=== SUPPLIED DATA ===

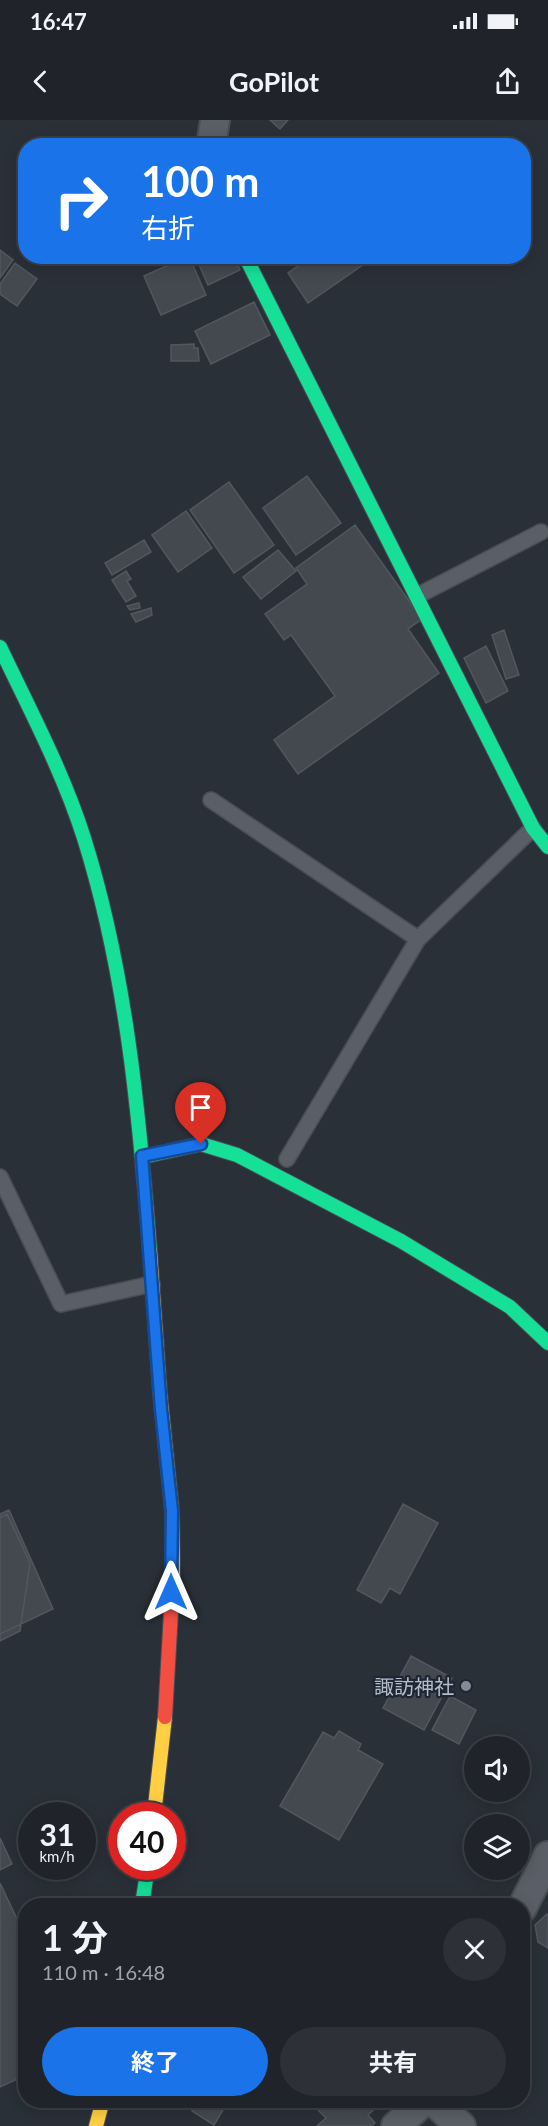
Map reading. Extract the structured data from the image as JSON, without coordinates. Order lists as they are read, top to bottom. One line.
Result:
{"places":["諏訪神社"],"page":{"status":"16:47","header":"GoPilot","turn":["100 m","右折"],"speed":"31 km/h","limit":"40","heading":["1 分","110 m · 16:48"],"buttons":["終了","共有"]}}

===

Nothing but an exact copy of the data, without its images, should make up your answer.

Map reading. Extract the structured data from the image as JSON, without coordinates. Order lists as they are read, top to bottom. One line.
Result:
{"places":["諏訪神社"],"page":{"status":"16:47","header":"GoPilot","turn":["100 m","右折"],"speed":"31 km/h","limit":"40","heading":["1 分","110 m · 16:48"],"buttons":["終了","共有"]}}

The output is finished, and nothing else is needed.